The building of on-campus dorms at community colleges is intended to provide affordable housing to students who often struggle to pay rent, which is skyrocketing and poses a serious barrier to students wanting to pursue a college education. The goal is also to improve service to foster youth, veterans, and formerly incarcerated students.
According to a study published in 2019, 56% of the approximately 86,000 college and university students surveyed experienced housing insecurity in the past year, with 30% struggling with rent increases, and 3% being summoned to housing court due to lack of payment. Nearly one in five (19%) community college students were homeless, and 45% of college and university students experienced food insecurity in the past year.
Although 12 of California’s community colleges already have dorms, most were built in the 1960s and are in rural areas, intended to make commuting to class easier. The current wave of new student housing construction will be in both urban and rural areas. Some of the units are micro-houses built on city-owned land.

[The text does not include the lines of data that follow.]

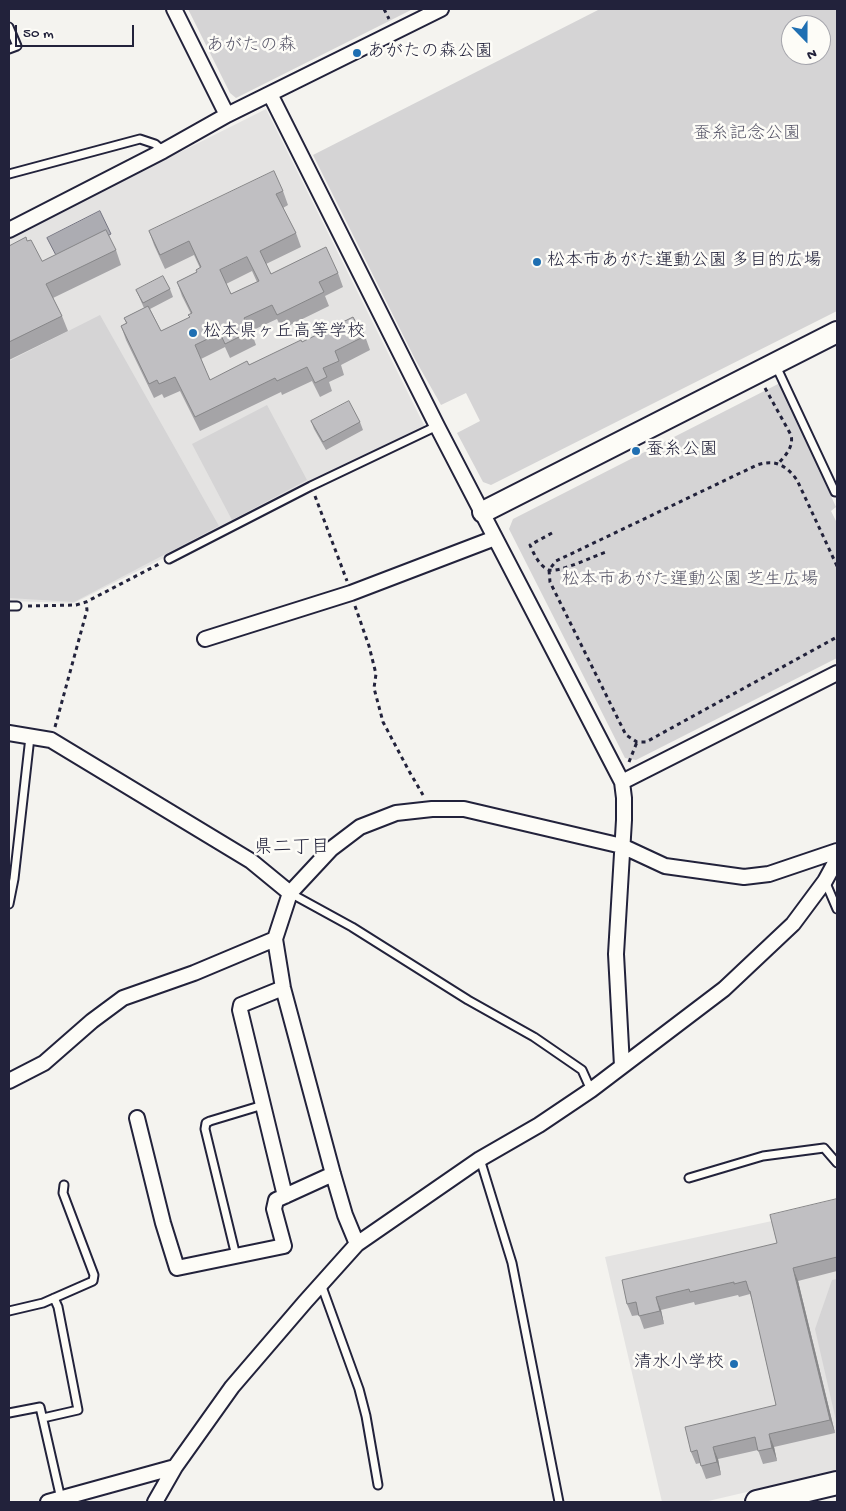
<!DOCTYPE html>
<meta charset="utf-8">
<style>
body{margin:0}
#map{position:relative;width:846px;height:1511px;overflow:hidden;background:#f4f3ef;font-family:"Gochi Hand",sans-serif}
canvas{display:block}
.frame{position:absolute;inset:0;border:10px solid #22223b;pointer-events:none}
.north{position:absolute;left:781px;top:15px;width:50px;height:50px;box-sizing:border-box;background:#fdfcf7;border:1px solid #a5a5ac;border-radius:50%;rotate:158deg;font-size:14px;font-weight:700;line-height:20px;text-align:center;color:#22223b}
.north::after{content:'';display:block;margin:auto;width:18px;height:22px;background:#1f6fb2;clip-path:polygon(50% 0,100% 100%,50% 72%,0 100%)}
.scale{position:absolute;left:15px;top:25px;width:119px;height:22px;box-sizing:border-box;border:2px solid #22223b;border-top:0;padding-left:6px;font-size:15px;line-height:18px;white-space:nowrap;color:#22223b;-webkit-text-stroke:4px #fdfcf7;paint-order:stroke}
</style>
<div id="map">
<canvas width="846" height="1511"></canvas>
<div class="frame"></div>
<div class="north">N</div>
<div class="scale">50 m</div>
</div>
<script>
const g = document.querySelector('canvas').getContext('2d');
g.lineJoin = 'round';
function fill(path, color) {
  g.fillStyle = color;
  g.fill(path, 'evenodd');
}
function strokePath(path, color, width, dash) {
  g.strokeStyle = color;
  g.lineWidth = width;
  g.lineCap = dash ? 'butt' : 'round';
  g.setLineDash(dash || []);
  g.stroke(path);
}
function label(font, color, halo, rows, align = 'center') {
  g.font = font + ' "Gochi Hand","Klee One",sans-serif';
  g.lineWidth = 5;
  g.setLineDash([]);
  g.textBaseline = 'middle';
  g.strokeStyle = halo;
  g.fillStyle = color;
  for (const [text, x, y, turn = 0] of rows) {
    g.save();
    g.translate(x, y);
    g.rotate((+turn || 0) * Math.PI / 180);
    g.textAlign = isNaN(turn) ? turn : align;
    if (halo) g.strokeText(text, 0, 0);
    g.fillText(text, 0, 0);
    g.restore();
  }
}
fill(new Path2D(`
 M266,109L425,427L74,603L9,601V238Z
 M837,1207V1471L704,1502H662L605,1257Z`), '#e4e3e2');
fill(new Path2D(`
 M188,9H413L236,98L230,93Z
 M600,9H837V311L491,485L483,482L457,433L480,421L466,393L441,405L416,361L313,155ZM791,25H821V55H791Z
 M100,315L219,526L74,602L9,598V361Z
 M780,383L836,507L831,511L837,523V658L636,760L625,758L509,529L513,519Z
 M267,405L307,480L232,520L192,444Z
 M837,1279V1425L815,1329L832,1280Z`), '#d5d4d5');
const water = new Path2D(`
 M100,211L111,234L59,261L47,238Z`);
fill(water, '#acacb2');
strokePath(water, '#757582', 1);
const lane = new Path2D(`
 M9,27L17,46L9,49
 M9,174L140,139L155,144L163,151
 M776,366L835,492H837
 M169,559L311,486L437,426
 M9,606H17
 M825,881L837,909
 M290,893L352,927L468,1000L534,1037L582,1070L591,1090
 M9,904L14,879L30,737
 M480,1159L512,1263L559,1502
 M689,1178L763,1156L824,1148L837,1163
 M236,1256L205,1129L206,1123L210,1121L263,1105
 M321,1284L359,1389L366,1416L378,1485
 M9,1311L43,1303L93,1281L94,1275L63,1193L64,1185
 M9,1413L40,1407L61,1499
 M43,1418L78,1410L58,1307L54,1298`);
const street = new Path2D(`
 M174,9L227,115
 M270,94L437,426L622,782L624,798V820L616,954L622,1066
 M9,230L163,151L227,115L441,9
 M205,639L351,593L495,538
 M9,733L51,740L251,861L290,893
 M622,782L837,673
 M275,939L283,988L333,1174L345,1215L357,1244
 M283,988L241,1005L240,1010L285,1196
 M9,1081L44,1063L92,1021L123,998L194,973L275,939L290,893L331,849L360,827L396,813L432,809H464L622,846L665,866L744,877L769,874L837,851
 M137,1118L163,1223L177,1268L284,1246L274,1209L276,1200L333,1174
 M48,1502L175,1467
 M155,1502L175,1467L232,1387L305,1302L357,1244L480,1159L539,1125L591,1090L724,989L793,924L825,881L837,859`);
const secondary = new Path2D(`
 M483,512L837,332`);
const primary = new Path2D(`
 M757,1502L837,1483`);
strokePath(lane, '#22223b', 11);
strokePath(street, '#22223b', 18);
strokePath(secondary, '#22223b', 24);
strokePath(primary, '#22223b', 26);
strokePath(new Path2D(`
 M384,9L389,19
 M765,388L791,435C794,447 785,456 778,464
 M315,496L347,581
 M552,533L530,545C534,554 539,566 549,570C559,573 594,556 606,552
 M837,566L797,480C786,465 775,459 757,465L556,561L549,570L550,582L626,735L637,742H646L837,637
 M28,606L76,605L86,602L161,563
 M355,606L369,646L376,674L374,688L383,722L409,771L423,795
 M55,727L87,610L86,602
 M629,762L637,742`), '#22223b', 3, [4, 4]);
strokePath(lane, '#fdfcf7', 7);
strokePath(street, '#fdfcf7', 14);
strokePath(secondary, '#fdfcf7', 20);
strokePath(primary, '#fdfcf7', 22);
fill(new Path2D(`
 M283,191L288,205L283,208L296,233L301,247L266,264L271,274L338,273L343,287L325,296L329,306L282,329L277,319L251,331L256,345L230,358L225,347L201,359L210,380L249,365L302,342L358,326L365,336L370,350L341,365L344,375L329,382L332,391L320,397L312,381L282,395L281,392L200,431L180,391L164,398L162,394L154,398L126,340L121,326L126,323L124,318L144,308L136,290L170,289L173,297L150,309L161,331L189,318L191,314L182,296L177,282L197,272L200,268L194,255L165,269L154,245L149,231ZM252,271L257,282L231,294L226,284Z
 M27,241L42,261L116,250L121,265L53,298L62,316L68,331L9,360V246Z
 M311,421L360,422L363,430L326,450L314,429Z
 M837,1199V1271L798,1281L835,1433L774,1447L777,1461L763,1464L758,1450L718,1459L721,1475L706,1479L700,1463L696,1464L691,1452L776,1405L753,1304L750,1294L739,1297L738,1295L695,1305L694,1302L661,1310L664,1324L644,1329L639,1315L632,1316L627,1304L777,1243Z`), '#a5a4a7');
fill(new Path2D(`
 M793,1268L798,1281L835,1433L830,1420Z
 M656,1297L661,1310L664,1324L660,1311Z
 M769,1434L774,1447L777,1461L772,1448Z
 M713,1447L718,1459L721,1475L717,1462Z`), '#868688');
const building = new Path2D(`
 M274,171L283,191L276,194L296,233L260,251L271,274L326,247L338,273L319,282L324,292L277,315L272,305L244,318L251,331L225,344L220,333L195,345L210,380L247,361L249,365L301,340L302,342L353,317L358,326L360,325L365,336L335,351L339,361L323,368L327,377L315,383L307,367L277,381L275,378L195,417L175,377L159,384L157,380L149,384L121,326L127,323L124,318L148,306L161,331L190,317L188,315L192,313L177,282L197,272L196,270L201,267L189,241L160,255L149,231ZM247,257L259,281L231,294L220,270Z
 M106,230L116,250L46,284L62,316L9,342V246L26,237L27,241L31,240L42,261Z
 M163,276L170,289L143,303L136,290Z
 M349,401L360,422L323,442L311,421Z
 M837,1199V1257L793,1268L830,1420L769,1434L772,1448L758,1451L755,1437L713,1447L717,1462L701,1466L697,1450L691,1452L685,1427L776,1405L750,1291H749L746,1281L734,1284V1282L690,1292L689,1289L656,1297L660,1311L639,1316L636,1302L627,1304L622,1280L777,1243L770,1215Z`);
fill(building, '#c0bfc2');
strokePath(building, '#868688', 1);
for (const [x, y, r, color] of [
 [357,53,5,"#1f6fb2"],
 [537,262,5,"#1f6fb2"],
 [193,333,5,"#1f6fb2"],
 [636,451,5,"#1f6fb2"],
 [734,1364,5,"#1f6fb2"]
]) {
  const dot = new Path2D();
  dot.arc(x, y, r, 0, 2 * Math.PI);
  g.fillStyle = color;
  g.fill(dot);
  strokePath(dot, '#fdfcf7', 2);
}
label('18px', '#585769', '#fdfcf7', [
 ["あがたの森",251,47],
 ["蚕糸記念公園",747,135],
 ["松本市あがた運動公園 芝生広場",690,581]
]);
label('18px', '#22223b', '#fdfcf7', [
 ["あがたの森公園",367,53],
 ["松本市あがた運動公園 多目的広場",547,262],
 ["松本県ヶ丘高等学校",203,333],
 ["蚕糸公園",646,451],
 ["清水小学校",724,1364,"right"]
], 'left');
label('19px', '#22223b', '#fdfcf7', [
 ["県二丁目",292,849]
]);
</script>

The community colleges that have received student housing grants include Bakersfield College, Compton College, College of the Canyons, College of the Siskiyous, Cosumnes River College, Fresno City College, Imperial Valley College, Lake Tahoe Community College, Napa Valley College, Santa Rosa Junior College, Sierra College, and Ventura College.
Some of the new residence halls are already open, and the colleges conduct price assessments to ensure the dorms rent at or below market rates, reports Cal Matters.